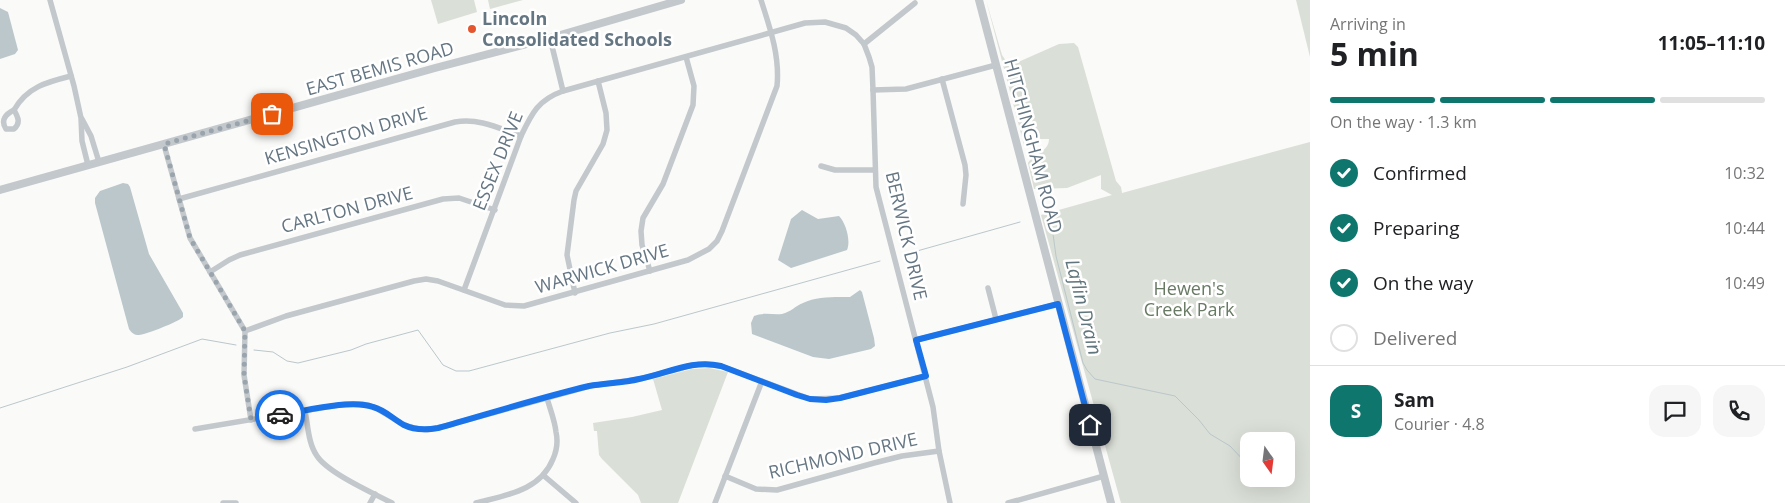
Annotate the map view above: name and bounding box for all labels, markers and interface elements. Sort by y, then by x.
place label: Lincoln Consolidated Schools [482,6,672,51]
text: Arriving in [1330,13,1406,35]
marker: Lincoln Consolidated Schools [466,23,478,35]
text: 11:05–11:10 [1658,30,1765,56]
text: 5 min [1330,32,1419,75]
street label: EAST BEMIS ROAD [303,35,456,101]
street label: HITCHINGHAM ROAD [999,56,1069,236]
pin [251,93,293,135]
icon: bag [258,100,286,128]
street label: KENSINGTON DRIVE [262,100,430,170]
street label: ESSEX DRIVE [466,108,528,214]
text: On the way · 1.3 km [1330,111,1477,133]
icon: check [1330,159,1358,187]
text: Confirmed [1373,160,1467,186]
text: 10:32 [1724,162,1765,184]
street label: BERWICK DRIVE [881,169,933,302]
street label: CARLTON DRIVE [278,180,415,238]
icon: check [1330,214,1358,242]
text: Preparing [1373,215,1460,241]
text: 10:44 [1724,217,1765,239]
street label: WARWICK DRIVE [532,238,671,299]
water label: Laflin Drain [1060,256,1108,358]
icon: check [1330,269,1358,297]
text: On the way [1373,270,1473,296]
text: 10:49 [1724,272,1765,294]
park label: Hewen's Creek Park [1144,276,1235,321]
text: Delivered [1373,325,1457,351]
button: chat [1649,385,1701,437]
button: phone [1713,385,1765,437]
text: Sam [1394,387,1435,413]
courier [255,390,305,440]
text: S [1351,398,1361,424]
icon: car [266,401,294,429]
pin [1069,404,1111,446]
icon: home [1076,411,1104,439]
text: Courier · 4.8 [1394,413,1485,435]
street label: RICHMOND DRIVE [766,426,920,484]
north arrow [1240,432,1295,488]
map controls [1240,432,1295,487]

_ACTION ITEM_: Your task is to retype all the entries exactly and leave out any pictures.

_EXERCISE RESULT_:
Annotate the map view above: name and bounding box for all labels, markers and interface elements. Sort by y, then by x.
place label: Lincoln Consolidated Schools [482,6,672,51]
text: Arriving in [1330,13,1406,35]
marker: Lincoln Consolidated Schools [466,23,478,35]
text: 11:05–11:10 [1658,30,1765,56]
text: 5 min [1330,32,1419,75]
street label: EAST BEMIS ROAD [303,35,456,101]
street label: HITCHINGHAM ROAD [999,56,1069,236]
pin [251,93,293,135]
icon: bag [258,100,286,128]
street label: KENSINGTON DRIVE [262,100,430,170]
street label: ESSEX DRIVE [466,108,528,214]
text: On the way · 1.3 km [1330,111,1477,133]
icon: check [1330,159,1358,187]
text: Confirmed [1373,160,1467,186]
text: 10:32 [1724,162,1765,184]
street label: BERWICK DRIVE [881,169,933,302]
street label: CARLTON DRIVE [278,180,415,238]
icon: check [1330,214,1358,242]
text: Preparing [1373,215,1460,241]
text: 10:44 [1724,217,1765,239]
street label: WARWICK DRIVE [532,238,671,299]
water label: Laflin Drain [1060,256,1108,358]
icon: check [1330,269,1358,297]
text: On the way [1373,270,1473,296]
text: 10:49 [1724,272,1765,294]
park label: Hewen's Creek Park [1144,276,1235,321]
text: Delivered [1373,325,1457,351]
button: chat [1649,385,1701,437]
button: phone [1713,385,1765,437]
text: Sam [1394,387,1435,413]
courier [255,390,305,440]
text: S [1351,398,1361,424]
icon: car [266,401,294,429]
pin [1069,404,1111,446]
icon: home [1076,411,1104,439]
text: Courier · 4.8 [1394,413,1485,435]
street label: RICHMOND DRIVE [766,426,920,484]
north arrow [1240,432,1295,488]
map controls [1240,432,1295,487]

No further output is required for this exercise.